Above: Jahnne Pasco-White, 2019. Picture: Darren Howe

Jahnne Pasco-White’s painting practice is characterised by a sense of ongoing entanglement: bringing a distillation of conceptual research (from disciplines including ecology, feminism, and the field of human relations) into play with a material process that includes methods such as natural dying, staining, assembling, drawing, painting, collage and sewing. Pasco-White’s processes draw on materials that have flowed in and out of use and disuse such as recycled paintings, clothes, sheets, grasses, leaves, fruits, spices, and food scraps as well as more traditional paint mediums. Through these varied approaches to painting and their installation, Pasco-White explores human-nature entanglements of the sustaining, contaminating and messy ecosystems that both human and more-than-human bodies inhabit and contribute.

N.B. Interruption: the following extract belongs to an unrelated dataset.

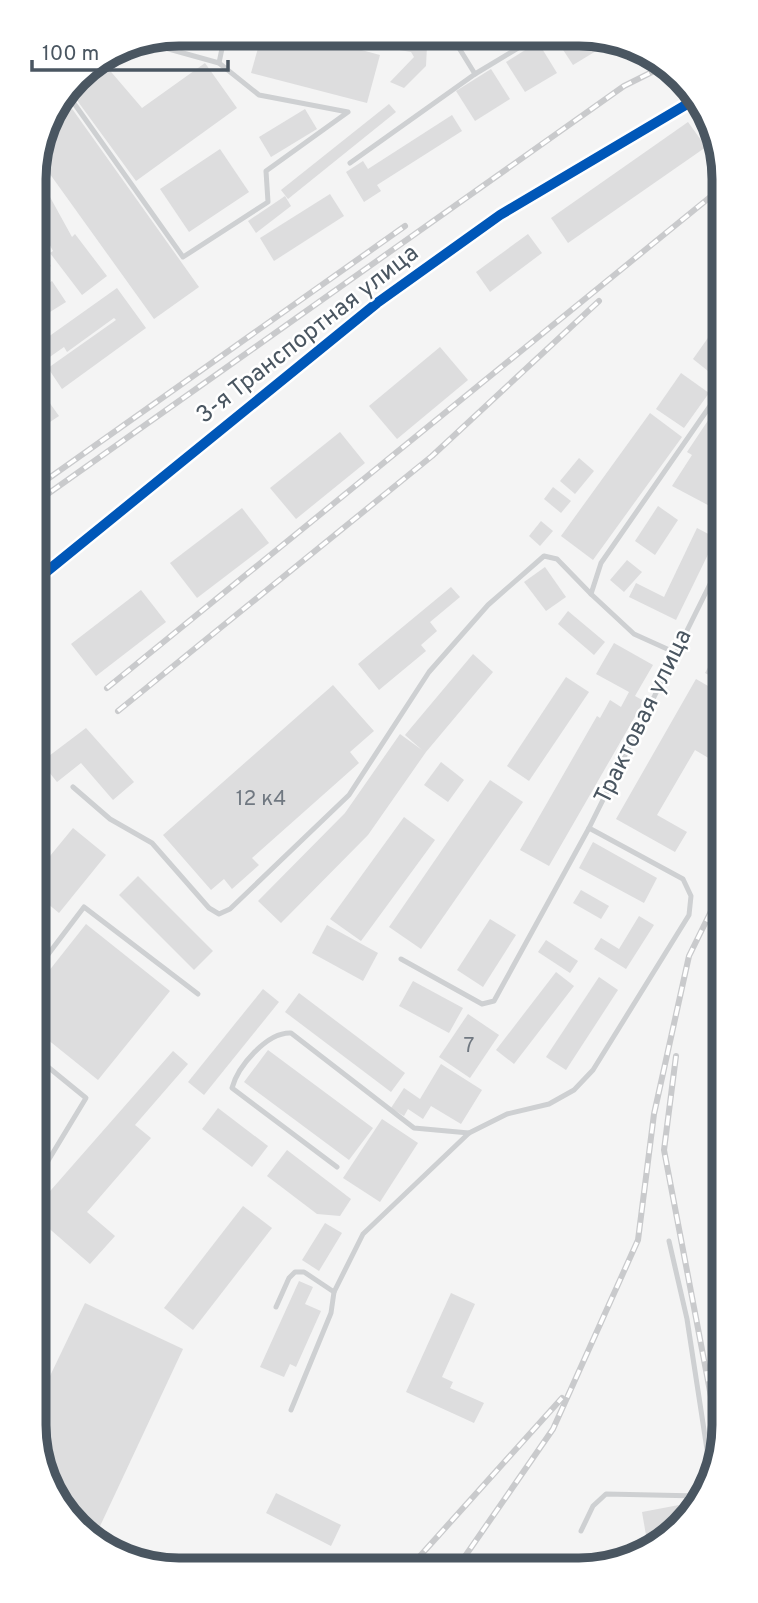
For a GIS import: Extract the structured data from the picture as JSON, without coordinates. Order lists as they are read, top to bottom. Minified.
{"streets":{"street":["3-я Транспортная улица"],"lane":["Трактовая улица"]},"house_numbers":["12 к4","7"],"scale_bar":"100 m"}
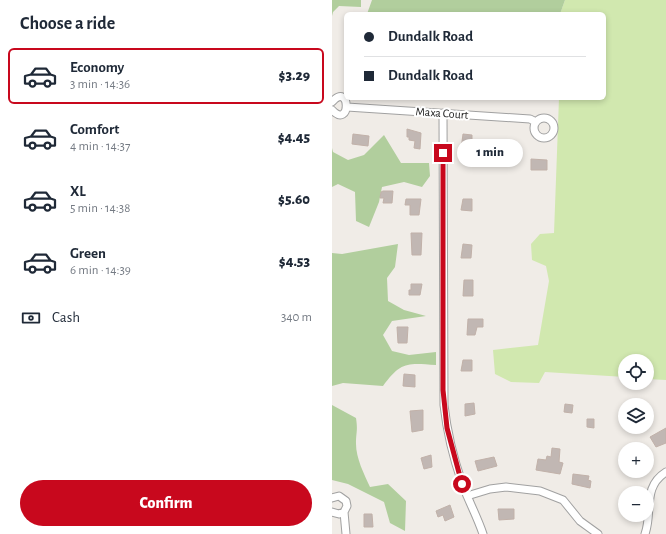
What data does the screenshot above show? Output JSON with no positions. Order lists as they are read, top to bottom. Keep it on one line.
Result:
{"streets":{"street":["Maxa Court"]},"page":{"heading":"Choose a ride","banner":["Dundalk Road","Dundalk Road"],"list":[{"name":"Economy","note":"3 min · 14:36","value":"$3.29"},{"name":"Comfort","note":"4 min · 14:37","value":"$4.45"},{"name":"XL","note":"5 min · 14:38","value":"$5.60"},{"name":"Green","note":"6 min · 14:39","value":"$4.53"}],"bubble":"1 min","pay":["Cash","340 m"],"map_buttons":["+","−"],"buttons":"Confirm"}}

Pasco-White was the winner of the Arthur Guy Memorial Painting Prize in 2019, and a finalist in the 2019 Ramsay Art Prize. She was the recipient of a 2018 Art Gallery of New South Wales’ Moya Dyring Memorial Studio scholarship at the Cité Internationale des Arts in Paris and was awarded a Martin Bequest Travelling Scholarship for Painting 2018-20. Pasco-White has completed residencies in Germany, Italy, Iceland, New Zealand, and was a studio artist at Gertrude Contemporary, 2018-20. The artist has been included in group exhibitions recently at the Australian Centre for Contemporary Art, Gertrude Contemporary, Buxton Contemporary, Bendigo Art Gallery, La Trobe Art Institute, Sydney College of the Arts, The Australian Tapestry Workshop and the Art Gallery of South Australia. In 2020 the monograph Jahnne Pasco-White: Kin was published jointly by Art Ink and Unlikely, which includes a dozen essayists who interrogate the limits and possibilities of kinship.